Copy out every line from the records that includes "canvas".

═══ DATA SECTION ═══

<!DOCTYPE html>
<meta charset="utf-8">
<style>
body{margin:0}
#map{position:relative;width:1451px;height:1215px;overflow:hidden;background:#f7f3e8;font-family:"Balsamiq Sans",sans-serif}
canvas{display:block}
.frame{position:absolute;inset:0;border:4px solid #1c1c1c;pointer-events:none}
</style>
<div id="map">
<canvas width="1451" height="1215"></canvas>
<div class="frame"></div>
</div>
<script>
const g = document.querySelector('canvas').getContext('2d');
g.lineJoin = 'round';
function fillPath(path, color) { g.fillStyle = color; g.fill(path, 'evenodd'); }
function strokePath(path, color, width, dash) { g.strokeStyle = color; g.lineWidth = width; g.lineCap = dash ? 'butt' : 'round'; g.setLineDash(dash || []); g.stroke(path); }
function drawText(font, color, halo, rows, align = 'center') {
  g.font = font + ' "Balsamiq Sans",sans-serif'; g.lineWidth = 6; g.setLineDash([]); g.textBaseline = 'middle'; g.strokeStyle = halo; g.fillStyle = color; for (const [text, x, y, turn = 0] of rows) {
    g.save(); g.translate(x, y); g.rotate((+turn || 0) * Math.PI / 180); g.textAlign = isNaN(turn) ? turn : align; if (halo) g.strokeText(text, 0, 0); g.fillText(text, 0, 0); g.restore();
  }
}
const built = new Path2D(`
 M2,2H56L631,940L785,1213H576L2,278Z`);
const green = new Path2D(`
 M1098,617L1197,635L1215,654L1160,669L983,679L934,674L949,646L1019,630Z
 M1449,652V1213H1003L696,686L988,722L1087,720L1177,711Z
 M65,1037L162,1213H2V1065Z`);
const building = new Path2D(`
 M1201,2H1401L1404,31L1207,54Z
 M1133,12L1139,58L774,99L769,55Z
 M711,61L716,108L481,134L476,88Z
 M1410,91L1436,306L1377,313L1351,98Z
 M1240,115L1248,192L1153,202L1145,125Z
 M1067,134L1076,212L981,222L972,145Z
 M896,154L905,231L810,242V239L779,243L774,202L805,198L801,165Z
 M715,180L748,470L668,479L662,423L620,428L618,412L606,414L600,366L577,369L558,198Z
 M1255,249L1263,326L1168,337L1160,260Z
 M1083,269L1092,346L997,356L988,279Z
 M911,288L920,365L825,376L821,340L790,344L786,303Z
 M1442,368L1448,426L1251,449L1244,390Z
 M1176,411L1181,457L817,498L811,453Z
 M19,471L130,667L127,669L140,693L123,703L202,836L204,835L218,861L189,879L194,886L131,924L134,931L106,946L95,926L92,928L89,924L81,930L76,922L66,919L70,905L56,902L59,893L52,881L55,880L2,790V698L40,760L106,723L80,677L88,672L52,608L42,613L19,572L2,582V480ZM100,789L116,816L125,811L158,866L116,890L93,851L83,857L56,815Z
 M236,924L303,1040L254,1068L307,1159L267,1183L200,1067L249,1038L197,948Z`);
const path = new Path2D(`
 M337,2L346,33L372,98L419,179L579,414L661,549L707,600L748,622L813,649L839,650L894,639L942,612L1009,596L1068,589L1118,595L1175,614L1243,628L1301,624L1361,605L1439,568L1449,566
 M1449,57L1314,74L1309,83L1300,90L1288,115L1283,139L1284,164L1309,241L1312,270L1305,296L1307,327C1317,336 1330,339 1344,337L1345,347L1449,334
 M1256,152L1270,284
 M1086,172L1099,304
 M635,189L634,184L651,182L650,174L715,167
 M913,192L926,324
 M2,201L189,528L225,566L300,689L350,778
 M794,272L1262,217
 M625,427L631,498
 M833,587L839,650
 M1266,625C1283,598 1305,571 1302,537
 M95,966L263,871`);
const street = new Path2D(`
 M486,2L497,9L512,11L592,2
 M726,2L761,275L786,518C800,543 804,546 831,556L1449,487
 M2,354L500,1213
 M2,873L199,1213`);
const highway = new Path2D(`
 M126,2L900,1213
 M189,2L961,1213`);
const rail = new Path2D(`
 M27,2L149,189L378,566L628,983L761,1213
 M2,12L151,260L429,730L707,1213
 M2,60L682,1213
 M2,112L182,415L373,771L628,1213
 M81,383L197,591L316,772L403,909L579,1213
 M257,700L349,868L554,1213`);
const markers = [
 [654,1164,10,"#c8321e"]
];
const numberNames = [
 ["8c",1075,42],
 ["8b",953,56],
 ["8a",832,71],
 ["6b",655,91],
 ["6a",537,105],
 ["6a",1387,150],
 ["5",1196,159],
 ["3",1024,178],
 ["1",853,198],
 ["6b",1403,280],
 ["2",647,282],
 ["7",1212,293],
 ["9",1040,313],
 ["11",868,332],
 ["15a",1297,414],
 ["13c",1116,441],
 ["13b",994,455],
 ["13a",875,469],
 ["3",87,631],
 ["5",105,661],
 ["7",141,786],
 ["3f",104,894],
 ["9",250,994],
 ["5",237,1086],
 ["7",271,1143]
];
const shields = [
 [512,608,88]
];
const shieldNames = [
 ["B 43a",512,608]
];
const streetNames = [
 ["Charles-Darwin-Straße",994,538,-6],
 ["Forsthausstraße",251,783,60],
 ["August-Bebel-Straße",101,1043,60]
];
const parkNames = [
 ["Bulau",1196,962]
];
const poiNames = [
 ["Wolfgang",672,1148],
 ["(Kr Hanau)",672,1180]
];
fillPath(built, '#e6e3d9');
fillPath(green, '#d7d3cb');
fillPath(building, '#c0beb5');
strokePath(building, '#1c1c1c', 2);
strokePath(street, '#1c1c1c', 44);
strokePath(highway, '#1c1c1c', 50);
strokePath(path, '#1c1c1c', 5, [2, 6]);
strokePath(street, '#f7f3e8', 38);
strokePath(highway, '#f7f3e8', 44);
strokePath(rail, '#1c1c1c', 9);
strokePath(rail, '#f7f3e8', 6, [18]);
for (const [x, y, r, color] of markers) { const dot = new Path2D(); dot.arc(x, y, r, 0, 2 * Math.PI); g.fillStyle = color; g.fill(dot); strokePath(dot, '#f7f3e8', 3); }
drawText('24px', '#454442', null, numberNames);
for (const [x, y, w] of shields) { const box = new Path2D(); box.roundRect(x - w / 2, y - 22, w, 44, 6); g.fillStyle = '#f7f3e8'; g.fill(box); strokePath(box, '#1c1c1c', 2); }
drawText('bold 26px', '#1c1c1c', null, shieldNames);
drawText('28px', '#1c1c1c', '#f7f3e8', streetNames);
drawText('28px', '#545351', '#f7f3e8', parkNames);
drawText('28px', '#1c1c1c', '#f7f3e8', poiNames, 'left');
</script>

═══

ANSWER SECTION -
canvas{display:block}
<canvas width="1451" height="1215"></canvas>
const g = document.querySelector('canvas').getContext('2d');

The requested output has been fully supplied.